# Required work:
Each line in the entries that has the word "screenshot" has to be copied.

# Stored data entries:
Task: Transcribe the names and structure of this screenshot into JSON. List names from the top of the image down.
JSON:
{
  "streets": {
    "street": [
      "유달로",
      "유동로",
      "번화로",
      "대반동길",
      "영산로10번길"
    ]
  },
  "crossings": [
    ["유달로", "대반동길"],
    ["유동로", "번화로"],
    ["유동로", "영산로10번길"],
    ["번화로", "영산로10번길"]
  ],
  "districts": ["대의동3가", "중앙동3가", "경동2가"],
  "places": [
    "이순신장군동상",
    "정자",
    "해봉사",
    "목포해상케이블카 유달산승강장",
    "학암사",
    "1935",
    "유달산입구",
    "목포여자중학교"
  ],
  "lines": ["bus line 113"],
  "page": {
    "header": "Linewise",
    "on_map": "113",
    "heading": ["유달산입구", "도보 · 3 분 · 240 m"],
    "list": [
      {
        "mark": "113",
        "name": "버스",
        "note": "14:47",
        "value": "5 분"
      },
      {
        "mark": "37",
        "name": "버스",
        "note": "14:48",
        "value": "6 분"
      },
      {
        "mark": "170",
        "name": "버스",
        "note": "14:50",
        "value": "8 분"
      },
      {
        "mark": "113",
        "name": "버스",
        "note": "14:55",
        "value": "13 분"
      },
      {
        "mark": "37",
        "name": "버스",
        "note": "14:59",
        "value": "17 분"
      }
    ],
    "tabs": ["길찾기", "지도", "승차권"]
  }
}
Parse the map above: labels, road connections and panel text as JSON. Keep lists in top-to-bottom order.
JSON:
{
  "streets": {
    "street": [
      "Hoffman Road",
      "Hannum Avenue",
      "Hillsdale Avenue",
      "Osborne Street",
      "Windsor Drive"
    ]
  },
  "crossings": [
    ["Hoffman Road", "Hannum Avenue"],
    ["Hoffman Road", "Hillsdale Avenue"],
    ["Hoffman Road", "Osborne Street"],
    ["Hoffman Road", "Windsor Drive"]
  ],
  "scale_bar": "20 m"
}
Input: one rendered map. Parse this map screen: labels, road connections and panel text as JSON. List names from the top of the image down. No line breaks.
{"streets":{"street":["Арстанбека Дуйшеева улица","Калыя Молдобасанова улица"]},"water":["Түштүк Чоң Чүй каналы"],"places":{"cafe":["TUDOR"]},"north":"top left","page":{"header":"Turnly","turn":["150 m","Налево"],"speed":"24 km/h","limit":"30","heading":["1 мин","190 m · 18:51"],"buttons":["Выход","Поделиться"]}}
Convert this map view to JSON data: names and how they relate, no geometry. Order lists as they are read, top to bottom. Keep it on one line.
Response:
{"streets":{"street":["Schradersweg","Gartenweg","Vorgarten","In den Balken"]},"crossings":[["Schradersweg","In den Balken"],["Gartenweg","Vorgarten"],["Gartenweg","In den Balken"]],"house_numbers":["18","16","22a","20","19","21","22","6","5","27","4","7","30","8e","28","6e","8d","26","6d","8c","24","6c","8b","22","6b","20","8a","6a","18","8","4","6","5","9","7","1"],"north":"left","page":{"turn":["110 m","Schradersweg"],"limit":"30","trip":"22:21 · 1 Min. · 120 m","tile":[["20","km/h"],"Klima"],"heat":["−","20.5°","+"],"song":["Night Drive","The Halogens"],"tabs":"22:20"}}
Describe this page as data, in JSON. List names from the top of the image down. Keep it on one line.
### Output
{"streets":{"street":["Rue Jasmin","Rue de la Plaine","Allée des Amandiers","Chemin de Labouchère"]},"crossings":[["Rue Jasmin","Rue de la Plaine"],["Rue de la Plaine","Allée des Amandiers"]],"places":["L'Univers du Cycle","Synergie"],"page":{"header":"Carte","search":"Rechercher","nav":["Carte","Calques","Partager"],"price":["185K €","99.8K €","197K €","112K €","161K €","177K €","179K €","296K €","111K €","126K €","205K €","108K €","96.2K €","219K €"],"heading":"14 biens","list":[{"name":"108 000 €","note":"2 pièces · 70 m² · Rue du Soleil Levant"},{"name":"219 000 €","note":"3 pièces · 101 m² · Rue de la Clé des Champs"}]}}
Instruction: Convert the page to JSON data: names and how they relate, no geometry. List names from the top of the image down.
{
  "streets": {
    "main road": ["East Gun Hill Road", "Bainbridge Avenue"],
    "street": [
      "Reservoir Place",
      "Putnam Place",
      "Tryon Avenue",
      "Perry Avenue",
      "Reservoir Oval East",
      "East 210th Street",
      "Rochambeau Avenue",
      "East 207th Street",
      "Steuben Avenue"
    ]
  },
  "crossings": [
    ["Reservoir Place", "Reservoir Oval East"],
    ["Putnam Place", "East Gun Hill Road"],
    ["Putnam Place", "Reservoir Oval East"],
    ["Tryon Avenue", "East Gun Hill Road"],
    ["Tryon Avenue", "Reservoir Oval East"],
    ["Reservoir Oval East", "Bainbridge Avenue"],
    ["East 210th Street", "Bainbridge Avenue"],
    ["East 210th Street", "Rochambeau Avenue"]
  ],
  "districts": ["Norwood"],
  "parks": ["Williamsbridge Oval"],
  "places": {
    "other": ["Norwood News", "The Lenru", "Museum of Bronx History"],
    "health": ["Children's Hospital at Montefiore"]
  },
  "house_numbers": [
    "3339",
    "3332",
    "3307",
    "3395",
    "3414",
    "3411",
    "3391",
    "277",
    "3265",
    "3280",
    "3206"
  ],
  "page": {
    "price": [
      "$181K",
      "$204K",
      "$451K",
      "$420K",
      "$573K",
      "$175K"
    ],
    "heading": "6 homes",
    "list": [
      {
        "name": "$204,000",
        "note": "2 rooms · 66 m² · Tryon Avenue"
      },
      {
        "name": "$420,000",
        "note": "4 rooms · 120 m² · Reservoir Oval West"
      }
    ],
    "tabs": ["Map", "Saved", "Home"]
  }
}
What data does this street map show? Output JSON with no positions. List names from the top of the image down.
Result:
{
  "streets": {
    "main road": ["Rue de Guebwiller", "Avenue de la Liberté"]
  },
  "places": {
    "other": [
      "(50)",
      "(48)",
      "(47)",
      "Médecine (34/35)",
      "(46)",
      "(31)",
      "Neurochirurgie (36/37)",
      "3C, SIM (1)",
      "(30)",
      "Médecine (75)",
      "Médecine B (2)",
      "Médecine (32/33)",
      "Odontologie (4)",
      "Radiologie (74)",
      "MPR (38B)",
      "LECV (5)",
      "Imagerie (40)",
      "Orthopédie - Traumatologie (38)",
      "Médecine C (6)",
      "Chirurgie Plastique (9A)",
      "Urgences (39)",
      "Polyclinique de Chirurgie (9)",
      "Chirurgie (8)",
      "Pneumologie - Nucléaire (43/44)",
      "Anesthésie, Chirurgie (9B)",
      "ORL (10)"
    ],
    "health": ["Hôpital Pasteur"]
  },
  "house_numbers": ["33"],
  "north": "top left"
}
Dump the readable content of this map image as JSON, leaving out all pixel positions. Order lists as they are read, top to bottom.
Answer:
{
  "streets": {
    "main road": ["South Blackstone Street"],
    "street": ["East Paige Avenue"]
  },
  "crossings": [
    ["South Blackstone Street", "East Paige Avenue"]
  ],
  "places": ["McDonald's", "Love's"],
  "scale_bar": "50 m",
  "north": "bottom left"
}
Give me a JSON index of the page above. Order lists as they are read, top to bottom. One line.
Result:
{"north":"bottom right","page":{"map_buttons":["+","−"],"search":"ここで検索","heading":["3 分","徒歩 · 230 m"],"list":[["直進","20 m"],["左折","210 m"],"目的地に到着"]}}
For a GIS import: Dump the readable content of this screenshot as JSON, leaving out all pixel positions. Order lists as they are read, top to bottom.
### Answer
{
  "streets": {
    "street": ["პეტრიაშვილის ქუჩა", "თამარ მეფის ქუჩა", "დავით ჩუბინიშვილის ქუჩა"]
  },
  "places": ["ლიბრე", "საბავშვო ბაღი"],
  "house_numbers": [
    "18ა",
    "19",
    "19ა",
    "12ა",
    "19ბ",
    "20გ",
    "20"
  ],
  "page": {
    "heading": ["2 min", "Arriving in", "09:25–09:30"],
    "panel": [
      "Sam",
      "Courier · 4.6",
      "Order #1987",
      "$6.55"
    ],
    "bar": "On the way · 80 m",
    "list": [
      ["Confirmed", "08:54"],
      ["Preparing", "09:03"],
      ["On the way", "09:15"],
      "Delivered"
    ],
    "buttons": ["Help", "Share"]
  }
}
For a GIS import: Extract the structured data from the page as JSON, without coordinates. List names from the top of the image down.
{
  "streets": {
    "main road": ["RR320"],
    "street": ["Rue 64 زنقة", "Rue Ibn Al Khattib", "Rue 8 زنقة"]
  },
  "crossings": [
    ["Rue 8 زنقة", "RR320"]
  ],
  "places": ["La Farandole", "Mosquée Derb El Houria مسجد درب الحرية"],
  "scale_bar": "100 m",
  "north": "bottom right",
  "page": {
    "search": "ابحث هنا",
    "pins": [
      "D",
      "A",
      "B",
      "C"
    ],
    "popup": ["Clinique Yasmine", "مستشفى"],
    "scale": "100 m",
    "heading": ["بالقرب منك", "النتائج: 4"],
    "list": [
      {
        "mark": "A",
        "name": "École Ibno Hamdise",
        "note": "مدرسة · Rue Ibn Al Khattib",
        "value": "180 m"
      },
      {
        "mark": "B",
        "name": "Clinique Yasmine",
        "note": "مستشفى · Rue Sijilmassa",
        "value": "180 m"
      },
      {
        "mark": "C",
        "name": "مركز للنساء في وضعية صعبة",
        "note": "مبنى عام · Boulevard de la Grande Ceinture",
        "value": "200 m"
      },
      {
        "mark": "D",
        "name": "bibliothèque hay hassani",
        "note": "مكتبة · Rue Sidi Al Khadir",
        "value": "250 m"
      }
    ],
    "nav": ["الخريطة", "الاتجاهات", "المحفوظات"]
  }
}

# Output for this task:
Task: Transcribe the names and structure of this screenshot into JSON. List names from the top of the image down.
For a GIS import: Dump the readable content of this screenshot as JSON, leaving out all pixel positions. Order lists as they are read, top to bottom.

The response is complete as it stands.